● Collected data
·····
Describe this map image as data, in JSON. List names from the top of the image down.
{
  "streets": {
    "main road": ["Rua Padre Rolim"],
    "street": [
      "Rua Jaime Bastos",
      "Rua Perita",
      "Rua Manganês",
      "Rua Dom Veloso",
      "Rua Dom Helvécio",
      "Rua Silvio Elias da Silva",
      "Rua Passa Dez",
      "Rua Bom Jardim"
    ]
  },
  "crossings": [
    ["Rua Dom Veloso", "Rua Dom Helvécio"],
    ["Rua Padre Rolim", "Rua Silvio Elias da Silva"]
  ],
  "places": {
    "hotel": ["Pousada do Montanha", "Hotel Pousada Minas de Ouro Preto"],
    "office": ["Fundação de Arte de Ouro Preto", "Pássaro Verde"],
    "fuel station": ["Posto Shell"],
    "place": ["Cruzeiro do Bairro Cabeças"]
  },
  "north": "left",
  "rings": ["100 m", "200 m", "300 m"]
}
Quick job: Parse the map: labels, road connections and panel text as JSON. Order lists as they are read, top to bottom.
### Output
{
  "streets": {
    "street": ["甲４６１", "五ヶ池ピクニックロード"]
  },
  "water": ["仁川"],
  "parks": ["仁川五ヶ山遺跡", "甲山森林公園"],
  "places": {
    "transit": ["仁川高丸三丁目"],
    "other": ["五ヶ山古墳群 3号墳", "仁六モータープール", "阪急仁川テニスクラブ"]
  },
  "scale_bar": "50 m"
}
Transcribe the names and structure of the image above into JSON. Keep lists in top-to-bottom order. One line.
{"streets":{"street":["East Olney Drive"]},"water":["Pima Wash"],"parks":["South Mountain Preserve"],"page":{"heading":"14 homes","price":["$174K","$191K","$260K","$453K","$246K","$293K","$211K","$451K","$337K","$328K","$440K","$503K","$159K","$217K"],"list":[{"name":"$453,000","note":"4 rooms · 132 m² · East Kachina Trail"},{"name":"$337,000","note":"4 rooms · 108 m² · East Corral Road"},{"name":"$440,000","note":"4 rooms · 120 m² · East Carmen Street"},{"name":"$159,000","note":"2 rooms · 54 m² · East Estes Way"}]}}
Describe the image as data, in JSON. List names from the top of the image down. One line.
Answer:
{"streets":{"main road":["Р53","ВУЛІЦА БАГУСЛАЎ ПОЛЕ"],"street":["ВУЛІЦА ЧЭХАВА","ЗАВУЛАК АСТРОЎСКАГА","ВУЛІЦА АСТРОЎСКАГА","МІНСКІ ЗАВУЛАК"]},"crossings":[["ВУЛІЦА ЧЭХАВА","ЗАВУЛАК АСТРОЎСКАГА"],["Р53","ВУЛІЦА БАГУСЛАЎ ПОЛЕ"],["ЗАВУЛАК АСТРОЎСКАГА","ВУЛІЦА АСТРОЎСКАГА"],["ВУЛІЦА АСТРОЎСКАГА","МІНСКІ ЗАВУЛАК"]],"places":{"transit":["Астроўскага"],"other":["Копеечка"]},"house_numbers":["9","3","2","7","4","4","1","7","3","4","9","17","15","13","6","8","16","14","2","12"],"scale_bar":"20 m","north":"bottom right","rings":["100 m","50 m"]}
·····
Give back the data above word for word.

● Task answer
Describe this map image as data, in JSON. List names from the top of the image down.
{
  "streets": {
    "main road": ["Rua Padre Rolim"],
    "street": [
      "Rua Jaime Bastos",
      "Rua Perita",
      "Rua Manganês",
      "Rua Dom Veloso",
      "Rua Dom Helvécio",
      "Rua Silvio Elias da Silva",
      "Rua Passa Dez",
      "Rua Bom Jardim"
    ]
  },
  "crossings": [
    ["Rua Dom Veloso", "Rua Dom Helvécio"],
    ["Rua Padre Rolim", "Rua Silvio Elias da Silva"]
  ],
  "places": {
    "hotel": ["Pousada do Montanha", "Hotel Pousada Minas de Ouro Preto"],
    "office": ["Fundação de Arte de Ouro Preto", "Pássaro Verde"],
    "fuel station": ["Posto Shell"],
    "place": ["Cruzeiro do Bairro Cabeças"]
  },
  "north": "left",
  "rings": ["100 m", "200 m", "300 m"]
}
Quick job: Parse the map: labels, road connections and panel text as JSON. Order lists as they are read, top to bottom.
### Output
{
  "streets": {
    "street": ["甲４６１", "五ヶ池ピクニックロード"]
  },
  "water": ["仁川"],
  "parks": ["仁川五ヶ山遺跡", "甲山森林公園"],
  "places": {
    "transit": ["仁川高丸三丁目"],
    "other": ["五ヶ山古墳群 3号墳", "仁六モータープール", "阪急仁川テニスクラブ"]
  },
  "scale_bar": "50 m"
}
Transcribe the names and structure of the image above into JSON. Keep lists in top-to-bottom order. One line.
{"streets":{"street":["East Olney Drive"]},"water":["Pima Wash"],"parks":["South Mountain Preserve"],"page":{"heading":"14 homes","price":["$174K","$191K","$260K","$453K","$246K","$293K","$211K","$451K","$337K","$328K","$440K","$503K","$159K","$217K"],"list":[{"name":"$453,000","note":"4 rooms · 132 m² · East Kachina Trail"},{"name":"$337,000","note":"4 rooms · 108 m² · East Corral Road"},{"name":"$440,000","note":"4 rooms · 120 m² · East Carmen Street"},{"name":"$159,000","note":"2 rooms · 54 m² · East Estes Way"}]}}
Describe the image as data, in JSON. List names from the top of the image down. One line.
Answer:
{"streets":{"main road":["Р53","ВУЛІЦА БАГУСЛАЎ ПОЛЕ"],"street":["ВУЛІЦА ЧЭХАВА","ЗАВУЛАК АСТРОЎСКАГА","ВУЛІЦА АСТРОЎСКАГА","МІНСКІ ЗАВУЛАК"]},"crossings":[["ВУЛІЦА ЧЭХАВА","ЗАВУЛАК АСТРОЎСКАГА"],["Р53","ВУЛІЦА БАГУСЛАЎ ПОЛЕ"],["ЗАВУЛАК АСТРОЎСКАГА","ВУЛІЦА АСТРОЎСКАГА"],["ВУЛІЦА АСТРОЎСКАГА","МІНСКІ ЗАВУЛАК"]],"places":{"transit":["Астроўскага"],"other":["Копеечка"]},"house_numbers":["9","3","2","7","4","4","1","7","3","4","9","17","15","13","6","8","16","14","2","12"],"scale_bar":"20 m","north":"bottom right","rings":["100 m","50 m"]}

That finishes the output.